ISLAMABAD, Pakistan - The Pakistan government has rejected
calls by the UN and the European Union (EU) to revive moratorium on execution
of convicts, a media report said.“Capital punishment for terrorists did not violate international law,” Dawn quoted a Pakistan government spokesperson as saying on Sunday.
“Pakistan respects the international community, but the
country is passing through extraordinary circumstances, which demand
extraordinary measures to be taken,” a government spokesman said, referring to
UN Secretary General Ban Ki-moon’s conversation with Prime Minister Nawaz
Sharif on December 25 in which the UN chief called for halting executions.
The EU too had called for halting executions. The spokesperson said that a “peaceful Pakistan is in the
best interest of the world”.Foreign Office spokesperson Tasnim Aslam tweeted: “Pakistan is cognisant of its obligations under UN Human Rights Conventions/Covenants. Execution of terrorists violates no international law.”

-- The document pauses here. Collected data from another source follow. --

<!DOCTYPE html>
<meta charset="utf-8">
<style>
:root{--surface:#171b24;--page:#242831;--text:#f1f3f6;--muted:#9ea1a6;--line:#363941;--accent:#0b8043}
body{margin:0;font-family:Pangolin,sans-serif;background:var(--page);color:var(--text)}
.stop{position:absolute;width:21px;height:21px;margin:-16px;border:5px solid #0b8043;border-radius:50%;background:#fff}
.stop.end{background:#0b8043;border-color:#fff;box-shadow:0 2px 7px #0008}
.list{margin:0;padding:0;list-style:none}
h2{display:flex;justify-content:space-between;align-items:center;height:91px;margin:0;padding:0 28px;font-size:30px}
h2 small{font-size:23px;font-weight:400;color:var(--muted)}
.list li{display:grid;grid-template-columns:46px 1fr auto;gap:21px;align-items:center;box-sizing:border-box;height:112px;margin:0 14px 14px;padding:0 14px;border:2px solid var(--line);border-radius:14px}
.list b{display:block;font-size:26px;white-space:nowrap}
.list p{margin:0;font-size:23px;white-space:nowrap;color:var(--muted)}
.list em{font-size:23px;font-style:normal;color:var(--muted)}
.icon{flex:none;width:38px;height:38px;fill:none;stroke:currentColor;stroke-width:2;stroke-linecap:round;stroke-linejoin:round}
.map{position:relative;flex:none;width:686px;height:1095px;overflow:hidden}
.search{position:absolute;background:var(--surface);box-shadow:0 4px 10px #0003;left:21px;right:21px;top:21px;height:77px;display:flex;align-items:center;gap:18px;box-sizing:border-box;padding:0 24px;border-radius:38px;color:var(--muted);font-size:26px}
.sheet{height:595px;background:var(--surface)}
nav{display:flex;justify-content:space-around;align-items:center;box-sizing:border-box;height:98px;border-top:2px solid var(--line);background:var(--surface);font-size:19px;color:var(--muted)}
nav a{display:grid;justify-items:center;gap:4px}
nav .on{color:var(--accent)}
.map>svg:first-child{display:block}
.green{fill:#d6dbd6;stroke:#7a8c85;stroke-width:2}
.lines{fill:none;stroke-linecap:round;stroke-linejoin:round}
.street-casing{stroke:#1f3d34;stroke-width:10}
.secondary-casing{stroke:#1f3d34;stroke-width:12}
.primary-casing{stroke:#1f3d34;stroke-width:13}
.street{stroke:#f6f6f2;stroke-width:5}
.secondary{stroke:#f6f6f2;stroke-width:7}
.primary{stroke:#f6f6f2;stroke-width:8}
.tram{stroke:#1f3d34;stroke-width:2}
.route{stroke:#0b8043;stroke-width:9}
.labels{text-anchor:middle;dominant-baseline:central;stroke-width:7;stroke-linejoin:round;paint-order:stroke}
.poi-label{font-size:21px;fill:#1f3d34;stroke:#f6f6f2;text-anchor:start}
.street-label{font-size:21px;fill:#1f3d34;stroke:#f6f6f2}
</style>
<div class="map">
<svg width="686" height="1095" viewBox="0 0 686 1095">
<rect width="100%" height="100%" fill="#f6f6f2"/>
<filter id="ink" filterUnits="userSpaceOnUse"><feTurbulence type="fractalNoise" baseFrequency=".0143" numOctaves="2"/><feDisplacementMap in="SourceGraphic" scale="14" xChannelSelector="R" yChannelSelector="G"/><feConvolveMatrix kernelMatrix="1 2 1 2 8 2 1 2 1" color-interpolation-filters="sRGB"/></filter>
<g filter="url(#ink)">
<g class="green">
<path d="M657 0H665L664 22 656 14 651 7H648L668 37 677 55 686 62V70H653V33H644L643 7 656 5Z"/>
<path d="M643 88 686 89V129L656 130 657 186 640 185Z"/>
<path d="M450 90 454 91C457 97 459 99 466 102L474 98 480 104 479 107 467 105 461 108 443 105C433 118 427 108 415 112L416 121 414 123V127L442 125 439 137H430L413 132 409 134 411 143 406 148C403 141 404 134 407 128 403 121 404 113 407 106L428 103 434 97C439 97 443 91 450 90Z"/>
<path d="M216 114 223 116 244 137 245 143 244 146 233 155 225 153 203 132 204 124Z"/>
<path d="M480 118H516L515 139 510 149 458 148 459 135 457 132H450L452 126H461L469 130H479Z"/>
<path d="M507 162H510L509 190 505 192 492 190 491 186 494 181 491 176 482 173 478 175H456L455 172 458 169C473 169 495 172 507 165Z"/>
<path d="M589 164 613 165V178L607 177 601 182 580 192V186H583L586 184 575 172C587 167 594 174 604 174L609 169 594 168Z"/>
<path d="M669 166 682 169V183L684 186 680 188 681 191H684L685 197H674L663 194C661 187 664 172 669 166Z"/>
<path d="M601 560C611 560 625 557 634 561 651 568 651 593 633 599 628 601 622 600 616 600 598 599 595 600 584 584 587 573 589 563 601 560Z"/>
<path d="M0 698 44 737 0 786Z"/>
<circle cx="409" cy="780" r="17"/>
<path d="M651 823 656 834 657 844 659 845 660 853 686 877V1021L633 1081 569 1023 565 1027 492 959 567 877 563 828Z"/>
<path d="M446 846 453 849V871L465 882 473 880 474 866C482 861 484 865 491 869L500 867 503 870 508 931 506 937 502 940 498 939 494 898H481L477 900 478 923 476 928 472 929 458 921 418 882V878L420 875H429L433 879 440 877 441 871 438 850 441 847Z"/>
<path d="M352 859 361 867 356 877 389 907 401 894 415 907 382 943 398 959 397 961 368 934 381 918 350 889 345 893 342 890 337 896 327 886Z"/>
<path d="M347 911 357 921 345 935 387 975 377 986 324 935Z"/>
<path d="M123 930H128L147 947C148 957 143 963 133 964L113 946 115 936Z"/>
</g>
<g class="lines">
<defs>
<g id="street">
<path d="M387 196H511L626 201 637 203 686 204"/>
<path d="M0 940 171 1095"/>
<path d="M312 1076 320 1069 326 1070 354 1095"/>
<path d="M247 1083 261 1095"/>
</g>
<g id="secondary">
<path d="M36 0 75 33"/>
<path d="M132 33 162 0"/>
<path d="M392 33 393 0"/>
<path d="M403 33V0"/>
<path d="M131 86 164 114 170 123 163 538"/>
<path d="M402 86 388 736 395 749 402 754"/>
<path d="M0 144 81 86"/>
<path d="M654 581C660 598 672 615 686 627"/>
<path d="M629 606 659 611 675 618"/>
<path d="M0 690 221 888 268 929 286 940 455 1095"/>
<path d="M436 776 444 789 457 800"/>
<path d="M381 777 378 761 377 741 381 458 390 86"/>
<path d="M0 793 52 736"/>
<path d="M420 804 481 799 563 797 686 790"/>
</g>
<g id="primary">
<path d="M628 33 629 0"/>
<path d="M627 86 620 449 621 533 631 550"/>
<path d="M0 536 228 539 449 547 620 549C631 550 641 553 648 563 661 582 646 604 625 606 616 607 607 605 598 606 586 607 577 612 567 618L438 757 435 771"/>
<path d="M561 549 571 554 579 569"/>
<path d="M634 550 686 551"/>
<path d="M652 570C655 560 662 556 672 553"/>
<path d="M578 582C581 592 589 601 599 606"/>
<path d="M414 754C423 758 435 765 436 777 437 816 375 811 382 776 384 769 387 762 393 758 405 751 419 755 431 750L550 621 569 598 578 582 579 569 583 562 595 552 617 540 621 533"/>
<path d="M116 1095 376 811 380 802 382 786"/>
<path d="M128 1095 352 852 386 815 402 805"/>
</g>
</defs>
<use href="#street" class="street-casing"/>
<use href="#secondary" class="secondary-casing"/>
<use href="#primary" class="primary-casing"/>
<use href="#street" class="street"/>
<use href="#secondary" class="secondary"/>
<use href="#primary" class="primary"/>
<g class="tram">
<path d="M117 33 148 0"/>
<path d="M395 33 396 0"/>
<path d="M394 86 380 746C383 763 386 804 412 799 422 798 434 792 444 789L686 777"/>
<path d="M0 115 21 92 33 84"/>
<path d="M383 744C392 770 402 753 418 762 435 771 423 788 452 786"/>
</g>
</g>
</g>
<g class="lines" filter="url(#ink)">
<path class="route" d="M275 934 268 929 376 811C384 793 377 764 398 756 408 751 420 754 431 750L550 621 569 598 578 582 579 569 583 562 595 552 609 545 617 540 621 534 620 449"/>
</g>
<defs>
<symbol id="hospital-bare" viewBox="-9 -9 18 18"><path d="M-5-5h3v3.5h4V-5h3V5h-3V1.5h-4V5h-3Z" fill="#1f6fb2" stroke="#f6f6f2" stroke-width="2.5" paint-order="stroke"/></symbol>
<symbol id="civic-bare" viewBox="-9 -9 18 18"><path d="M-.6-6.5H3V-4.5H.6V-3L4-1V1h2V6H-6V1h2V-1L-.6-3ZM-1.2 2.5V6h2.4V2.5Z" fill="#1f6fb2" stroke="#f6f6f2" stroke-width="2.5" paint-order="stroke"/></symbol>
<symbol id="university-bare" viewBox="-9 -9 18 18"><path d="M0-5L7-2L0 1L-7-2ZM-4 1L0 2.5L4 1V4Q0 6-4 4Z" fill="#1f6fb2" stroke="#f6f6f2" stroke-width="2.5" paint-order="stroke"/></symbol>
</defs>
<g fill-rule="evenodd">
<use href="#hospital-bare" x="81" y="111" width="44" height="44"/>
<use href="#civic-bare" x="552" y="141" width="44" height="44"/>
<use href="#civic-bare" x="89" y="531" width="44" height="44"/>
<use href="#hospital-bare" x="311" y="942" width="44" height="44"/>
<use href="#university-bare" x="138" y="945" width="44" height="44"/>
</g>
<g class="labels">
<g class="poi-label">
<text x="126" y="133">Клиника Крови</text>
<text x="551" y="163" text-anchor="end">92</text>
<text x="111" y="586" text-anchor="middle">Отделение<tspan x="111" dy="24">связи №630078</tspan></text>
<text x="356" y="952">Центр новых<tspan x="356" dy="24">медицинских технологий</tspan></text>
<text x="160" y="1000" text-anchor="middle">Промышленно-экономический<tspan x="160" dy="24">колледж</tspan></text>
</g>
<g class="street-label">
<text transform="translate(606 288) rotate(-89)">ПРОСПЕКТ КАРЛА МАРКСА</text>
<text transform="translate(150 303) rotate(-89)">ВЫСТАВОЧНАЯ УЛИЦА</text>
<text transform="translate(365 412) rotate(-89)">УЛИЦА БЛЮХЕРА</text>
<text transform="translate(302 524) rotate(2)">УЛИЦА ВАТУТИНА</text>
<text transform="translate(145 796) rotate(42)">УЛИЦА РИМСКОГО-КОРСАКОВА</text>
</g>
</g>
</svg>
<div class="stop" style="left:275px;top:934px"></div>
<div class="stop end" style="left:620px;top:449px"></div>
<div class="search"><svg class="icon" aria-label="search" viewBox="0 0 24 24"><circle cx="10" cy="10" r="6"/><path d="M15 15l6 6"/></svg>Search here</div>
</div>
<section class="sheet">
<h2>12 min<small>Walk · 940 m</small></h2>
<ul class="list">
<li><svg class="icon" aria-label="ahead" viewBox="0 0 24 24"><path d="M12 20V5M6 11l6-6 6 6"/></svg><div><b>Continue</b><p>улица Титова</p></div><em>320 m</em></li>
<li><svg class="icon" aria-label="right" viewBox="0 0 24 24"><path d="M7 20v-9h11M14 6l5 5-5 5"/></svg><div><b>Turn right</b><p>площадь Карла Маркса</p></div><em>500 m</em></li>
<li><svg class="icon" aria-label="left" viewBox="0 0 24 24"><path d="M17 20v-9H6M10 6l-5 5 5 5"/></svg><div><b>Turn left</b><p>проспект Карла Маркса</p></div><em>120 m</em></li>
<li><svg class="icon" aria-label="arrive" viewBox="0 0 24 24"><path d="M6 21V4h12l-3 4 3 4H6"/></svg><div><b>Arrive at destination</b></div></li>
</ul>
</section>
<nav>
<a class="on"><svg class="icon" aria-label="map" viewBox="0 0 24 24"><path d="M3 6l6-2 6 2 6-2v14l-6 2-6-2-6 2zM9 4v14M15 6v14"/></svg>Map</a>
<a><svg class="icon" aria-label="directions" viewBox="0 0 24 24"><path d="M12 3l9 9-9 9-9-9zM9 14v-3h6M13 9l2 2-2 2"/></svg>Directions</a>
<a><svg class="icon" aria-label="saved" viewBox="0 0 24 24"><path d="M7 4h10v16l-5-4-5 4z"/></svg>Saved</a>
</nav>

On Dec 25, Sharif assured Ban Ki-moon that all legal norms
would be respected while handing down sentences to terrorists and during the
execution of the sentences.Pakistan lifted the moratorium on executions following Dec 16 Peshawar school carnage by Taliban, in which over 140 people, most of them schoolchildren, were killed.
So far six people, convicted of attacks on army headquarters and the former president Pervez Musharraf, have been executed.
Pakistan has some 8,000 death-row inmates awaiting execution. But the government says that moratorium has only been lifted in terrorism cases.
The number of those convicted in terrorism-related offences is about 170.